__Required action__:
State, as a number alone, how many lines of the data contain the string "white".

** Data under study follows **

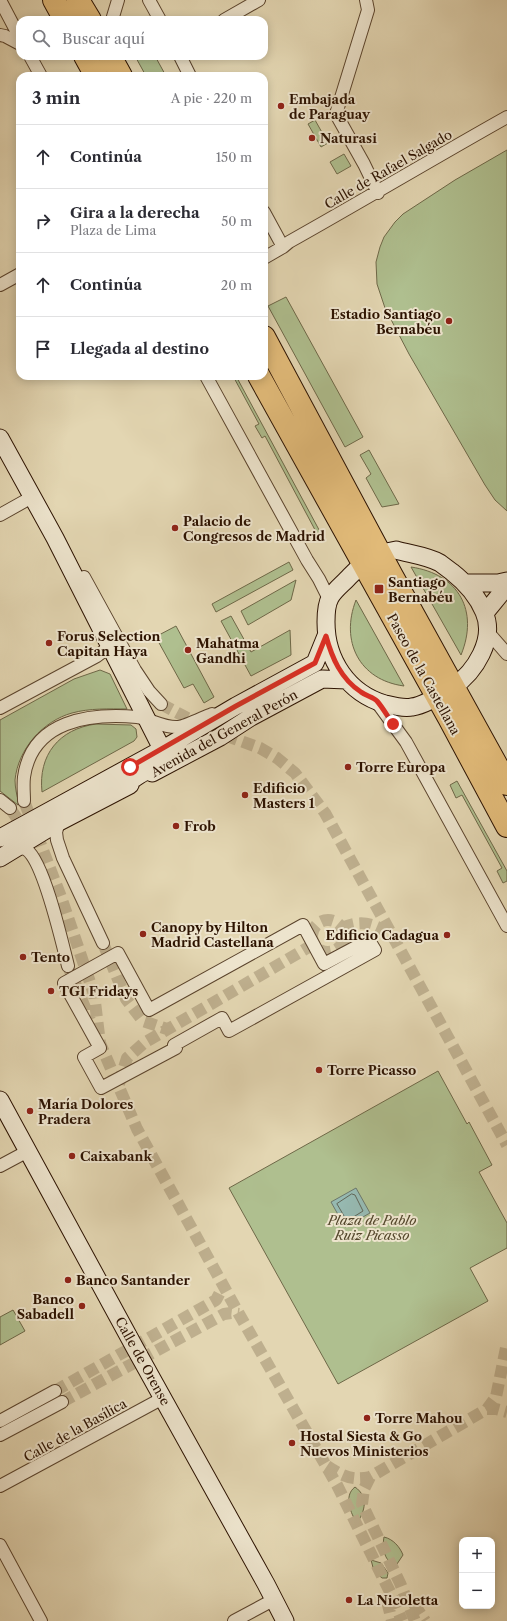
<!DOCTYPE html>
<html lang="es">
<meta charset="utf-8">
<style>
body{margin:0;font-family:"Libre Caslon Text",serif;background:#f7f7f7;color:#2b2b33}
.controls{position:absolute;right:12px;bottom:12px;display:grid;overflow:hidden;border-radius:8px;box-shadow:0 2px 10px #0003}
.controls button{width:36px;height:36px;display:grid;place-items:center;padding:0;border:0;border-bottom:1px solid #e1e1e2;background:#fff;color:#2b2b33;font:20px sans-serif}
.stop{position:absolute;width:12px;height:12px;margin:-9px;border:3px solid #d93025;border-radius:50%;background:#fff}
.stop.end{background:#d93025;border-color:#fff;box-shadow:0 1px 4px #0008}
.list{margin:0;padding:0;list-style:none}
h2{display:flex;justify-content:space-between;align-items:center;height:52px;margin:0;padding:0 16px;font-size:17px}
h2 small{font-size:13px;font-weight:400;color:#7c7c81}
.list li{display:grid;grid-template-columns:26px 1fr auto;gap:12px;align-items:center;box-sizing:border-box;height:64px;padding:0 16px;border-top:1px solid #e1e1e2}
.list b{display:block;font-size:15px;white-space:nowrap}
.list p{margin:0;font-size:13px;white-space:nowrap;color:#7c7c81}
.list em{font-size:13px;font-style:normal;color:#7c7c81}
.icon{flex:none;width:22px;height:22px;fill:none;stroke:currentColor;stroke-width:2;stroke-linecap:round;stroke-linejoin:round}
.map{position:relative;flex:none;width:507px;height:1621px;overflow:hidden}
.search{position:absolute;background:#fff;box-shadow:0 2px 10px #0003;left:16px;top:16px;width:252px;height:44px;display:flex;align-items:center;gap:10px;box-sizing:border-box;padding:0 14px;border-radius:12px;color:#7c7c81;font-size:15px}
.panel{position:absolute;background:#fff;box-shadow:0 2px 10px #0003;left:16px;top:72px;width:252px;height:308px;border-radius:12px}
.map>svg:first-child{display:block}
.green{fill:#afbf8f;stroke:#6e6848}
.water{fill:#96b9b1;stroke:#6c766a}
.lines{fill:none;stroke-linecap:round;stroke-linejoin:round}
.shore{stroke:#616658;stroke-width:1}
.street-tunnel{stroke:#beaf8e;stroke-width:12;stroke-dasharray:12 6;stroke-linecap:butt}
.street-casing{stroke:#5a432c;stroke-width:14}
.secondary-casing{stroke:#2c1200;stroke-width:19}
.highway-casing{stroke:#2c1200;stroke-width:24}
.street{stroke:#ede4cd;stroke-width:12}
.secondary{stroke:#ede4cd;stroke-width:17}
.highway{stroke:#e2bb79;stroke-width:22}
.route{stroke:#d93025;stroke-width:5}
.poi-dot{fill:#8f2418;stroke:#ede4cd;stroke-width:1.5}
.labels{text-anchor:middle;stroke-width:4;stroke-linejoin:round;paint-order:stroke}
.poi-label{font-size:13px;font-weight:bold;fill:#2c1200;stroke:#ede4cd;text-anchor:start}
.street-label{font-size:13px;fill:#2c1200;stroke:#ede4cd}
.park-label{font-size:13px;font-style:italic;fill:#53462b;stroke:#ede4cd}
</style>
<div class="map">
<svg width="507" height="1621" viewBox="0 0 507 1621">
<rect width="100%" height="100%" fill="#e3d6b2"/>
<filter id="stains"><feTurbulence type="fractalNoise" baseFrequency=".005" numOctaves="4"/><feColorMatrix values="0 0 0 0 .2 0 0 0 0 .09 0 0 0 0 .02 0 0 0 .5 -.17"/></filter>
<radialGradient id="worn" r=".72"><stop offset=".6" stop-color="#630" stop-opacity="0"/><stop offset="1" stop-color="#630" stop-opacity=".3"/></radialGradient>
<path class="green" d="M 135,56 L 155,56 L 166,76 L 146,76 Z
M 315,120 L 328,143 L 321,147 L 308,124 Z
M 507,150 L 507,511 L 495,500 L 485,485 L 409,354 L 385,308 L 377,284 L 376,262 L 380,247 L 384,237 L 395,222 L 403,214 L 455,180 Z
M 344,154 L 351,166 L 337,174 L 330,162 Z
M 286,297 L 363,437 L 345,447 L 268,306 Z
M 233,376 L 236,376 L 324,539 L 322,543 L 265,436 L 262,438 L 255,426 L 259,424 Z
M 369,450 L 399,504 L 382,507 L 366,478 L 371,474 L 360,455 Z
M 289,562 L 293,570 L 216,612 L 212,604 Z
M 411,567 C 459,574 479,611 461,655 Z
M 296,580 L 291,600 L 248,625 L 241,611 Z
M 356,600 L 404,686 C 359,680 340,641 356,600 Z
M 231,616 L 251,652 L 290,630 L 291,655 L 251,676 L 221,621 Z
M 176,626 L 214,697 L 204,703 L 193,684 L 184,688 L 158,641 L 157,636 Z
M 100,670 L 110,674 L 127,709 C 109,709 90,708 72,713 C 43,721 18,749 15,780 C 15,788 17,796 19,804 L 18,805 L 0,791 L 0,720 L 74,679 Z
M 96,724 L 131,725 L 136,729 L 137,737 L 134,741 L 42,792 C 38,755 59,729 96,724 Z
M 457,781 L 507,871 L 507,881 L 503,883 L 497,871 L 502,868 L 462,795 L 456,798 L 450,785 Z
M 438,1071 L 467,1124 L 469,1122 L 492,1165 L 479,1172 L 507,1223 L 507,1248 L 470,1268 L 488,1301 L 338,1384 L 229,1188 Z
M 13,1310 L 25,1331 L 0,1345 L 0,1317 Z
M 355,1487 C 369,1497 365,1511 357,1523 C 351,1514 343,1496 355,1487 Z
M 384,1537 C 393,1539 400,1547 403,1555 L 397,1564 C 384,1564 382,1547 384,1537 Z
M 371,1560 L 381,1563 L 388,1573 L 387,1578 L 382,1578 L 374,1571 Z"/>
<path class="water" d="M 356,1188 L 370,1213 L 345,1227 L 331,1202 Z"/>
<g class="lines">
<path class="shore" d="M 352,1194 L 355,1195 L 363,1211 L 347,1221 L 337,1204 Z"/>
<path class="street-tunnel" d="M 161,704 L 210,730 L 260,748 L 277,758 L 295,773 L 325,813 L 392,935
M 24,801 L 61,897 L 94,994 L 100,1043 L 137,1129 L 239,1314 L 337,1485 L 390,1592 L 402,1621
M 10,808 L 26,832
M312 936a16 16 0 1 1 32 0a16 16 0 1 1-32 0Z
M 342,928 C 362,919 374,924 392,935 L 507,1145
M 103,943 L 126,999 L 143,1021 L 167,1029
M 68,966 L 90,1020
M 119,1084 L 127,1058 L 144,1043 L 314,944
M 55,1391 L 216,1300 L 224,1285
M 62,1402 L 224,1314 L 231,1313 L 239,1314
M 487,1409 L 496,1409 L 507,1412
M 327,1466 C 342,1476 352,1481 370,1477 L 487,1409 L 496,1397 L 507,1343
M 370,1477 L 364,1489 L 362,1504 L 400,1583 L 415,1621
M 387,1601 L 392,1621
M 414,1604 L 425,1621"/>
<g class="street-casing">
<path id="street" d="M 0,0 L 20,38
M 149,0 L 160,20
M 366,0 L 368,10 L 336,114 L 364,164 L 378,193
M 112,20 L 118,0
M 224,20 L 259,0
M 0,35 L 5,36 L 20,44
M 30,56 L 41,76
M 180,56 L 190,76
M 264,212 L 283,247
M 264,258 L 283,247 L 289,242 C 362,201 434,158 507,117
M 0,285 L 20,274
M 206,376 L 307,560 L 319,579 L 329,599
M 0,515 L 32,497
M 84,577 L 135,670 L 149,691 L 161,704
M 487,631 L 507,654
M 376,701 L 406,742 L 507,926
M 0,708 L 97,656 L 109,647
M 0,800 L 10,808
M 24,801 C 24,793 23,785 24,777 C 32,720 90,713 137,717 C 151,719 163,728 178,727 C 184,727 204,717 212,714
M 59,822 L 56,832 L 57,840 L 63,858 L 103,943
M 18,847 C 21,848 24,848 27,850 C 44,863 62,942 68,966
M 303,925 L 324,964 L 369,940 L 375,950 L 229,1031 L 222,1018 L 174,1045 L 176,1048 L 101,1088 L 84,1057 L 100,1048 L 64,983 L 118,953 L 149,1010 Z
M 0,1166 L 28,1151
M 0,1421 L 55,1391
M 0,1435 L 62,1402
M 0,1486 L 163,1398
M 0,1545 L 41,1621
M 234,1621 L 275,1599"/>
</g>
<g class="secondary-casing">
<path id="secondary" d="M 0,438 L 55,538 L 162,749 C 161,766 147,769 135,778 C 130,781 125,786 120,790
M 396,550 C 410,554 428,556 440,563 C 444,566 448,569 452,572 C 466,583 477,595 484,612 C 496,639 475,672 453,687 C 441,694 426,705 412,707 C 404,709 393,706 385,704 C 348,693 326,660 326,622 C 326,615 326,605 330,598 C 334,590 344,583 350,576 C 366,560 373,554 396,550 Z
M 466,583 L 498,583 L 507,581
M 485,613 L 507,586
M 152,773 L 220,737 L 251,717 L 322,679 L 347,680
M 0,838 L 170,745 L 236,706 L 315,663 L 326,636
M 0,858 L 59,822 L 130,785
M 0,1100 L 136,1350 L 266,1584 L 285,1621"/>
</g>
<g class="highway-casing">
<path id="highway" d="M 54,0 L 65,20
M 78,0 L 90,20
M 85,56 L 96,76
M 110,56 L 121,76
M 264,337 L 392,576 L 507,784
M 259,376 L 449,718 L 507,826"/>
</g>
<use href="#street" class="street"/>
<use href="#secondary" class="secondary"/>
<use href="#highway" class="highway"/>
</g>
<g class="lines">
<path class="route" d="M 130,767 L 236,706 L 315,663 L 326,636 C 332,658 341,679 361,692 C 366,696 373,697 377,701 C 383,708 388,717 393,724"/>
</g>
<g class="poi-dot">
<circle cx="281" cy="106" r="4"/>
<circle cx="312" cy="138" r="4"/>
<circle cx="449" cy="321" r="4"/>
<circle cx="175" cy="528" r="4"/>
<rect x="374" y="584" width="10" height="10" rx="2"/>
<circle cx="49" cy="643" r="4"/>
<circle cx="188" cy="650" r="4"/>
<circle cx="348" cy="767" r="4"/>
<circle cx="245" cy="795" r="4"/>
<circle cx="176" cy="826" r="4"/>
<circle cx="143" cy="934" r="4"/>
<circle cx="447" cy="935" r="4"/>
<circle cx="23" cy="957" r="4"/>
<circle cx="51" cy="991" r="4"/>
<circle cx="319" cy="1070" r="4"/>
<circle cx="30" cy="1111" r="4"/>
<circle cx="72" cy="1156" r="4"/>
<circle cx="68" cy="1280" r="4"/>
<circle cx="82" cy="1306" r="4"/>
<circle cx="367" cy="1418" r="4"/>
<circle cx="292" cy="1443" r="4"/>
<circle cx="349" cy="1600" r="4"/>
</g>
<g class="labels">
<g class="poi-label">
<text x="289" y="104">Embajada<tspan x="289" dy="15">de Paraguay</tspan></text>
<text x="320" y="143">Naturasi</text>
<text x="441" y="319" text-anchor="end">Estadio Santiago<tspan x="441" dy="15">Bernabéu</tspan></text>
<text x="183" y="526">Palacio de<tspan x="183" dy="15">Congresos de Madrid</tspan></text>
<text x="388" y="587">Santiago<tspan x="388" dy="15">Bernabéu</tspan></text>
<text x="57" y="641">Forus Selection<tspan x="57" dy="15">Capitan Haya</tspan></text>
<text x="196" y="648">Mahatma<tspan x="196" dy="15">Gandhi</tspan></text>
<text x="356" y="772">Torre Europa</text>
<text x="253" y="793">Edificio<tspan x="253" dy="15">Masters 1</tspan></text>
<text x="184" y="831">Frob</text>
<text x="151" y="932">Canopy by Hilton<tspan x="151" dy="15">Madrid Castellana</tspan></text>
<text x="439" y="940" text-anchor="end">Edificio Cadagua</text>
<text x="31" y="962">Tento</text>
<text x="59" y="996">TGI Fridays</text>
<text x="327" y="1075">Torre Picasso</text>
<text x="38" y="1109">María Dolores<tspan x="38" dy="15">Pradera</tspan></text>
<text x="80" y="1161">Caixabank</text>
<text x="76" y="1285">Banco Santander</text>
<text x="74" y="1304" text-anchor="end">Banco<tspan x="74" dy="15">Sabadell</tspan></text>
<text x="375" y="1423">Torre Mahou</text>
<text x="300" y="1441">Hostal Siesta &amp; Go<tspan x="300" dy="15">Nuevos Ministerios</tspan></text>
<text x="357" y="1605">La Nicoletta</text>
</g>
<g class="street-label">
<text transform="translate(388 169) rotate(-30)" y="5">Calle de Rafael Salgado</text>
<text transform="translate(424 674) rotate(61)" y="5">Paseo de la Castellana</text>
<text transform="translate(224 733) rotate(-29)" y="5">Avenida del General Perón</text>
<text transform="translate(143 1361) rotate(61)" y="5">Calle de Orense</text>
<text transform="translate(75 1430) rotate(-29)" y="5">Calle de la Basílica</text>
</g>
<g class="park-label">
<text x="372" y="1225">Plaza de Pablo<tspan x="372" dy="15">Ruiz Picasso</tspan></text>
</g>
</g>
<rect width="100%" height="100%" filter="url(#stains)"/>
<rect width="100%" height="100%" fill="url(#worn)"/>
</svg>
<div class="controls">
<button>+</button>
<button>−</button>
</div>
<div class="stop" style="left:130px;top:767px"></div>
<div class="stop end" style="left:393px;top:724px"></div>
<div class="search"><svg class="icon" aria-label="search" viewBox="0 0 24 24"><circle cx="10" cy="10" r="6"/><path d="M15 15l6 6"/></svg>Buscar aquí</div>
<section class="panel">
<h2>3 min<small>A pie · 220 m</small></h2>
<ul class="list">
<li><svg class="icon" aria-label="ahead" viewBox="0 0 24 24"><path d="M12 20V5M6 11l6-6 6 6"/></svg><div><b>Continúa</b></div><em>150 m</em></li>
<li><svg class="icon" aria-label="right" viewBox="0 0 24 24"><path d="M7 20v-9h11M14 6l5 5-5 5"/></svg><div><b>Gira a la derecha</b><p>Plaza de Lima</p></div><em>50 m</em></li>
<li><svg class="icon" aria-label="ahead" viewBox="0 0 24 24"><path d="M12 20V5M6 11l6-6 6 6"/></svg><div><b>Continúa</b></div><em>20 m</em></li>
<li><svg class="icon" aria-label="arrive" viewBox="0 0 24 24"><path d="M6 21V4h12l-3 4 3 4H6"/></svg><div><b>Llegada al destino</b></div></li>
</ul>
</section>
</div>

** End of Data under study **

__Answer for the task__:
2